→ **What to do**: Count every line that includes the string "casing" in the entries that follow. Nothing besides the number is needed.

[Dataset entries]
○ ○ ○ ○

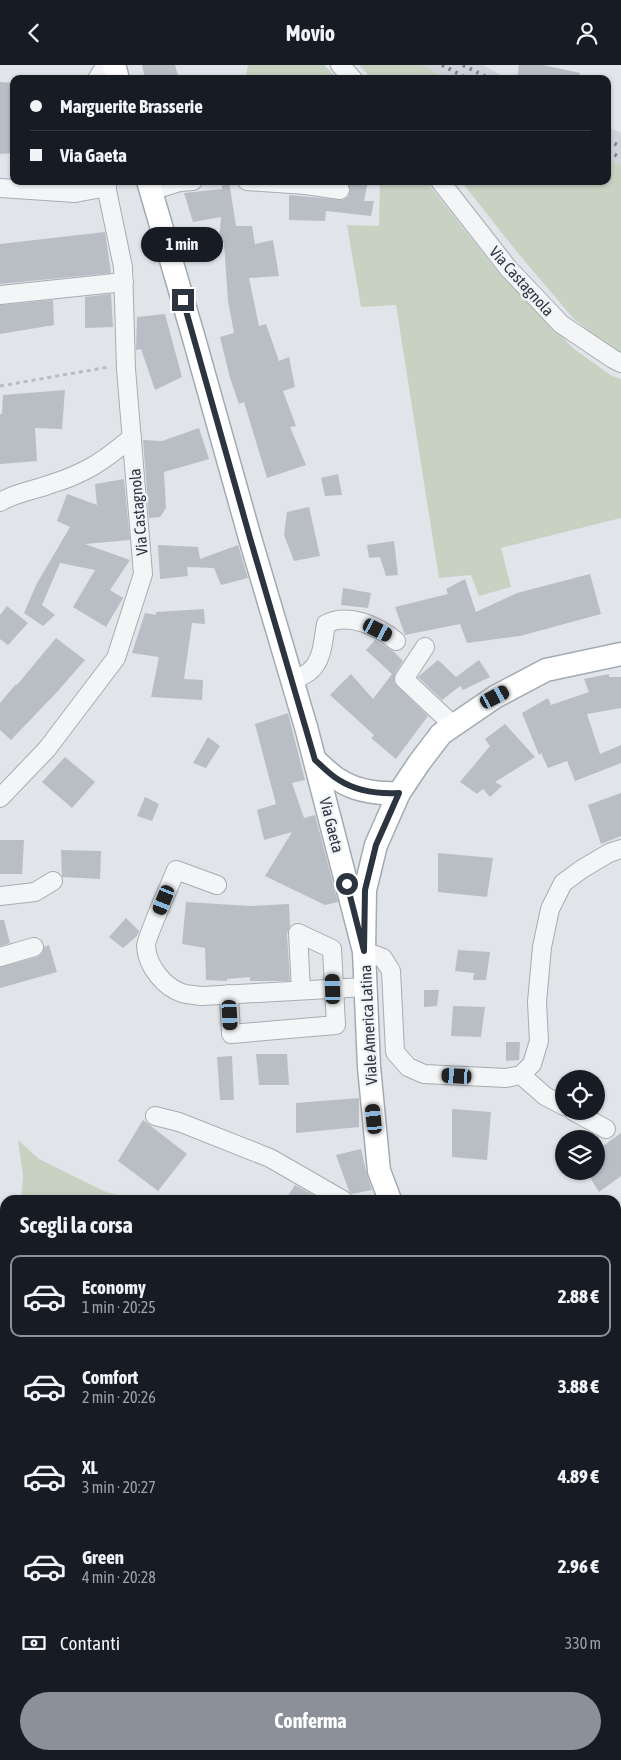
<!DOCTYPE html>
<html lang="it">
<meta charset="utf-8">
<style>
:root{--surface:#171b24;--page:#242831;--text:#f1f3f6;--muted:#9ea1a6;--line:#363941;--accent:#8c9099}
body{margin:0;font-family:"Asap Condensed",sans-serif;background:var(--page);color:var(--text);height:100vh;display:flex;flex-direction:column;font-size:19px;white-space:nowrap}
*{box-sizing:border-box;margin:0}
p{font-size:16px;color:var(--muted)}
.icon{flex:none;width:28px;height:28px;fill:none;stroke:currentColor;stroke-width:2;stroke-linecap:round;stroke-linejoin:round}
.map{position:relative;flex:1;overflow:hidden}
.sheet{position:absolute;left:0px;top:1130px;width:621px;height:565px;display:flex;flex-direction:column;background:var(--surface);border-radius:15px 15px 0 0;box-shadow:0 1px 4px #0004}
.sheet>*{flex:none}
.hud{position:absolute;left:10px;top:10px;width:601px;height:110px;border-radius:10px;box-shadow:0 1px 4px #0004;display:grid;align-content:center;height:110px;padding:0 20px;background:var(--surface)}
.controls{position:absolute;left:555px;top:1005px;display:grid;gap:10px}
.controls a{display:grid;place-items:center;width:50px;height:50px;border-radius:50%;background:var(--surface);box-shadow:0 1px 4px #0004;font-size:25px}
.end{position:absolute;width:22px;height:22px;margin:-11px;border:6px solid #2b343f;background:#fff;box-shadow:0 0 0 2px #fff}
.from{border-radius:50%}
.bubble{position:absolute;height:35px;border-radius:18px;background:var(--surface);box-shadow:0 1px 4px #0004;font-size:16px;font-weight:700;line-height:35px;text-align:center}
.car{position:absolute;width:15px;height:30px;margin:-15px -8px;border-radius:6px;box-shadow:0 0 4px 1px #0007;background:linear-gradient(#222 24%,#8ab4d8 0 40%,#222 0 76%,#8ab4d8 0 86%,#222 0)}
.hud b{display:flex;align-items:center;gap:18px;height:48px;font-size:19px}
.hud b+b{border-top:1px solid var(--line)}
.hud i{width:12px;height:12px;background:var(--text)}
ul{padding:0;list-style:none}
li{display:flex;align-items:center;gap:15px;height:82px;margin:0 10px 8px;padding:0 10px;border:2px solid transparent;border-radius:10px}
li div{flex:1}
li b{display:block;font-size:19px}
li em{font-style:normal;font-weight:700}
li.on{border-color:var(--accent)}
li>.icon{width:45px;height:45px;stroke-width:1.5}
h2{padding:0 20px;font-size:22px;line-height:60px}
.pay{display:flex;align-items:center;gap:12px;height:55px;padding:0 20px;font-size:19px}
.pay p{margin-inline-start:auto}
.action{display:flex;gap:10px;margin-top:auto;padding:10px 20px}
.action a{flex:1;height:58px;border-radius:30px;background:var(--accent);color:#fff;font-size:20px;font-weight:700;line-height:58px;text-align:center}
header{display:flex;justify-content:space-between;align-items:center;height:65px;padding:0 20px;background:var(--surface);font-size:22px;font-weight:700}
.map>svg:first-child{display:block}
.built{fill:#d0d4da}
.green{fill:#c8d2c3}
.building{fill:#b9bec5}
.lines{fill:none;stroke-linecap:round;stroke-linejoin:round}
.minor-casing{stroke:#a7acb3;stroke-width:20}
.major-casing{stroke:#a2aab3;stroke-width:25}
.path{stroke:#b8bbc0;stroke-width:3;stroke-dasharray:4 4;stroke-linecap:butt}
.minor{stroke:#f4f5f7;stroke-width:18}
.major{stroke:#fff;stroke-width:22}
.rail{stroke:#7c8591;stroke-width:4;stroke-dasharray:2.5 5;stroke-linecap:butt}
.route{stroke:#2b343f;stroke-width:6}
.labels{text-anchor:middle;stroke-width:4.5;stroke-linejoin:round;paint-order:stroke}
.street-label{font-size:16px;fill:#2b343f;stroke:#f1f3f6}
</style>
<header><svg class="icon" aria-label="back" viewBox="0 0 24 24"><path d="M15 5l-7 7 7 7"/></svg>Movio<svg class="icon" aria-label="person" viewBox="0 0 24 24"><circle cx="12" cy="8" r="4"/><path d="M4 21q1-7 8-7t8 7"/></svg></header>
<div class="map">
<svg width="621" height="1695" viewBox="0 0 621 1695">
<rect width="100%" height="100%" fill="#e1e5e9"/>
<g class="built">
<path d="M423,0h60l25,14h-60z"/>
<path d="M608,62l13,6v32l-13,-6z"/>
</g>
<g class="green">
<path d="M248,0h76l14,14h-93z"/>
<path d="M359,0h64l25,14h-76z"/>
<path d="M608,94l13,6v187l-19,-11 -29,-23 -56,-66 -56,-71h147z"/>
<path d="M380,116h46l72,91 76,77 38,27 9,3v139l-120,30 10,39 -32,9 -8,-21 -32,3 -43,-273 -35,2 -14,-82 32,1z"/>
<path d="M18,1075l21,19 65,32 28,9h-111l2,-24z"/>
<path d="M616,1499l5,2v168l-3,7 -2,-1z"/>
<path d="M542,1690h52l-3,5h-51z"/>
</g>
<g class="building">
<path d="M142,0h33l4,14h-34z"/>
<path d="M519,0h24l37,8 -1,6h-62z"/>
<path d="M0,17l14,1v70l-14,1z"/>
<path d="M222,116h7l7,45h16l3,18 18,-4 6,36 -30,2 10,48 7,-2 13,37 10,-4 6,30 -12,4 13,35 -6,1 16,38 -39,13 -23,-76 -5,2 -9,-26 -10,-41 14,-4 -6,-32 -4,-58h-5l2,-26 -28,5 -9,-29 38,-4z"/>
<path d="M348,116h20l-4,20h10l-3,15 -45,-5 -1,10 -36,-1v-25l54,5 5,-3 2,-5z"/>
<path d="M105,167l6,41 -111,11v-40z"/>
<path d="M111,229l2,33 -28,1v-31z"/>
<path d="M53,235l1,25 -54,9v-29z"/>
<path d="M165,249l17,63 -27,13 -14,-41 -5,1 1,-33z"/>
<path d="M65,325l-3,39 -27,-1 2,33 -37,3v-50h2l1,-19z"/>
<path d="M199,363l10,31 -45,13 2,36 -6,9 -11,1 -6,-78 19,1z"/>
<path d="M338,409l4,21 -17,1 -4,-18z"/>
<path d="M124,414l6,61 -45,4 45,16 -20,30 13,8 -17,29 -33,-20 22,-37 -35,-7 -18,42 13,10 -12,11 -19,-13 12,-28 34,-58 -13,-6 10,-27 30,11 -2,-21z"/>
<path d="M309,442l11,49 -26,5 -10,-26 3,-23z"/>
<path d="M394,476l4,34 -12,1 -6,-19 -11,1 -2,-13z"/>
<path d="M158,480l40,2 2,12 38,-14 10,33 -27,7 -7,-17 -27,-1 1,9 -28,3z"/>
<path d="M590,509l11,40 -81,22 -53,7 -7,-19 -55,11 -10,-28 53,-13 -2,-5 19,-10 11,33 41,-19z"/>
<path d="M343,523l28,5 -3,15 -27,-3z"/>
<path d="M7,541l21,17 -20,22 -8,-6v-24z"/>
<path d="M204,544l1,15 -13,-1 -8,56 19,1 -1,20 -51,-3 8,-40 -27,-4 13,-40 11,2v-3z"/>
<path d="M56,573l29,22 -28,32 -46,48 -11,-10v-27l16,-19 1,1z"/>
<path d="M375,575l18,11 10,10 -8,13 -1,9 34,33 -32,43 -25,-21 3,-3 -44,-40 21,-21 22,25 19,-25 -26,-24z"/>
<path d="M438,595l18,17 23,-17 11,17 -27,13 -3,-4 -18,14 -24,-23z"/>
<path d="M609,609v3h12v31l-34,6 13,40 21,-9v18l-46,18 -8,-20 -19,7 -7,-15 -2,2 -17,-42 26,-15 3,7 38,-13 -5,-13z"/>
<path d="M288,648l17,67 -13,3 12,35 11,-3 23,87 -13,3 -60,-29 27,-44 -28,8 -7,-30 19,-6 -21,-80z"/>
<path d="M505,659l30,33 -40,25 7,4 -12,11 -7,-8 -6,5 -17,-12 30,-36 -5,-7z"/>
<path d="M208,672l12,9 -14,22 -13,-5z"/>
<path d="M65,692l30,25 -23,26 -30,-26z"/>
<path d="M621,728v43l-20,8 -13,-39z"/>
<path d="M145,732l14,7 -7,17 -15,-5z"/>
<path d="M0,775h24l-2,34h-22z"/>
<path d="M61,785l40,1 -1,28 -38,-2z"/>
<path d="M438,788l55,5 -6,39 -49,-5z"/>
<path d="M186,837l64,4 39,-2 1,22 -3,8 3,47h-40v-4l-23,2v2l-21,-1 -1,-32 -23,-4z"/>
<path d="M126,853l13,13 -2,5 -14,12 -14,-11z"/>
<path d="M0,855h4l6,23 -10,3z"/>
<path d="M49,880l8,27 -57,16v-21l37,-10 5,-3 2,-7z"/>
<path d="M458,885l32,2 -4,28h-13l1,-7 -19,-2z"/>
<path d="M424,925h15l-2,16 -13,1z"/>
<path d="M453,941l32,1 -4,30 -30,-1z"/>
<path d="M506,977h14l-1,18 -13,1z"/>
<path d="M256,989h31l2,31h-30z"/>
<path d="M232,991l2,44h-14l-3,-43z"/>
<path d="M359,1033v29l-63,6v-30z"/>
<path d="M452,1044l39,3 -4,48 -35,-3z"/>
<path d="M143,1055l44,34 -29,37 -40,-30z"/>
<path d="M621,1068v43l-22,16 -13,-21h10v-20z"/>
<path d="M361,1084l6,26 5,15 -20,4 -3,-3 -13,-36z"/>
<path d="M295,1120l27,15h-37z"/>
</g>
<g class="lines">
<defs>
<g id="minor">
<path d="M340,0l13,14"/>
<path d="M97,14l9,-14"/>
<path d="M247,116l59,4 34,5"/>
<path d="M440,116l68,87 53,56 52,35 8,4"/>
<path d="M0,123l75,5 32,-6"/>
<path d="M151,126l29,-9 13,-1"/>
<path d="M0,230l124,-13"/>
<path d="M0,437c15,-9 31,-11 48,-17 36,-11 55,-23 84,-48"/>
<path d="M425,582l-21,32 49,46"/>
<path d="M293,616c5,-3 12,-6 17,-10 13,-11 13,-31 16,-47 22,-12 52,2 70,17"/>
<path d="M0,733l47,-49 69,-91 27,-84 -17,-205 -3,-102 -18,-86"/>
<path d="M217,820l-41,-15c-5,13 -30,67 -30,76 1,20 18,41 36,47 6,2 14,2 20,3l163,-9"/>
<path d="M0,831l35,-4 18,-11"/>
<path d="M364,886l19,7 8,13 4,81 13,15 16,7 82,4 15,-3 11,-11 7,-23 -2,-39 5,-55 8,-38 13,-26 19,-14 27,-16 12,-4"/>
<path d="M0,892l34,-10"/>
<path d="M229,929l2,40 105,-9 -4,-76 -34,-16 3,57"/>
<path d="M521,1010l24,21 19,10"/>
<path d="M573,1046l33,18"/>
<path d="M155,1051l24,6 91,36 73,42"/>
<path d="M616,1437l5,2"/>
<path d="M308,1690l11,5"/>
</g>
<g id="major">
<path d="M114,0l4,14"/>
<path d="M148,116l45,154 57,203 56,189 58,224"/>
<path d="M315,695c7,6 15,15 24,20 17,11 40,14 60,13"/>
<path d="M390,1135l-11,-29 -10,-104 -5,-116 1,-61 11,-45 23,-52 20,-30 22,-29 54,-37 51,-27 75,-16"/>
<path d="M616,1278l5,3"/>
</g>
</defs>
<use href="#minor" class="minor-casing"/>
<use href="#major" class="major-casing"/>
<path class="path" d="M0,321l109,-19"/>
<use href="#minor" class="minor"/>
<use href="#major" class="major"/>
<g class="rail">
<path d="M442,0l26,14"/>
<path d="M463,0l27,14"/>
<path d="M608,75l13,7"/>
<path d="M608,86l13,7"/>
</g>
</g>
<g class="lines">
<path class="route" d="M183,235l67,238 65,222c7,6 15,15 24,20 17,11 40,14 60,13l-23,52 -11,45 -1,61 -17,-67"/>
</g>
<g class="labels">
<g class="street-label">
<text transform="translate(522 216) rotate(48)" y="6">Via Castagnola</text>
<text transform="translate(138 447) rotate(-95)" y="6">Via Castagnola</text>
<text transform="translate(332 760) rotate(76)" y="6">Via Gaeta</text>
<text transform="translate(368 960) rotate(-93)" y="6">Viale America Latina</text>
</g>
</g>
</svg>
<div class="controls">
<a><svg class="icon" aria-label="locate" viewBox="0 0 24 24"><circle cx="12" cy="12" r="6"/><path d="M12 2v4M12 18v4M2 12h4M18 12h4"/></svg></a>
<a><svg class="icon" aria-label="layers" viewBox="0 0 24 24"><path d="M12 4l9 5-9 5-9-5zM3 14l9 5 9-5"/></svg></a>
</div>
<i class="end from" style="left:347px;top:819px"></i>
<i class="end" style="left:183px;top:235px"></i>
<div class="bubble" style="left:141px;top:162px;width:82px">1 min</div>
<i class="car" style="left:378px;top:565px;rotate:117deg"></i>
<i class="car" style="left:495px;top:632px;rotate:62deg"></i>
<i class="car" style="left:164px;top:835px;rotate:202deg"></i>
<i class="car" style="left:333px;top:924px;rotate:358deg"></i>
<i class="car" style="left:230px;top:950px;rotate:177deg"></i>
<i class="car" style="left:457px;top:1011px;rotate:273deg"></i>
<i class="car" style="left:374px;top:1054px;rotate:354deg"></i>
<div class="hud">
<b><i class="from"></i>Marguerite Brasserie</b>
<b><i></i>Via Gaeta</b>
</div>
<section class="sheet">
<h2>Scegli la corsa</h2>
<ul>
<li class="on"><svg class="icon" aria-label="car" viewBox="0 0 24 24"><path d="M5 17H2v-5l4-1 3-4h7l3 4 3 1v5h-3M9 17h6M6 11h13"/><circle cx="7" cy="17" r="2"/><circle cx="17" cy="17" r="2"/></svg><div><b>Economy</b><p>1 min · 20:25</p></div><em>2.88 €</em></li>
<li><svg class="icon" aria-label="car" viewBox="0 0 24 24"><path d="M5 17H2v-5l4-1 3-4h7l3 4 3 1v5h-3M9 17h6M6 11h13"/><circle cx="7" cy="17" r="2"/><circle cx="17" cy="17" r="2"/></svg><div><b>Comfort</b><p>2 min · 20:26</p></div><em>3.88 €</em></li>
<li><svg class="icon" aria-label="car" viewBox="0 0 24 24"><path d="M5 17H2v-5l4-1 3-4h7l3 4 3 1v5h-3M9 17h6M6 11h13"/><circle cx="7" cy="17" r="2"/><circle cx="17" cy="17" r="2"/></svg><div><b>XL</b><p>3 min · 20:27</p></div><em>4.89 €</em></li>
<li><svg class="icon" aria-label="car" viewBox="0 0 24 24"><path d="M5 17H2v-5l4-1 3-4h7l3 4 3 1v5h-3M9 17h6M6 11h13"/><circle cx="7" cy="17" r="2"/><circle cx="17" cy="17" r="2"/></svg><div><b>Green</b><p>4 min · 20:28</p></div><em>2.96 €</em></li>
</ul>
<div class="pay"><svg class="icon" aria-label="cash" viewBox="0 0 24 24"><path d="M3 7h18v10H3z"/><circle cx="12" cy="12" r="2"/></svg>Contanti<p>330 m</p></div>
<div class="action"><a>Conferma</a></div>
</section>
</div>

○ ○ ○ ○

→ **Problem solution**: 4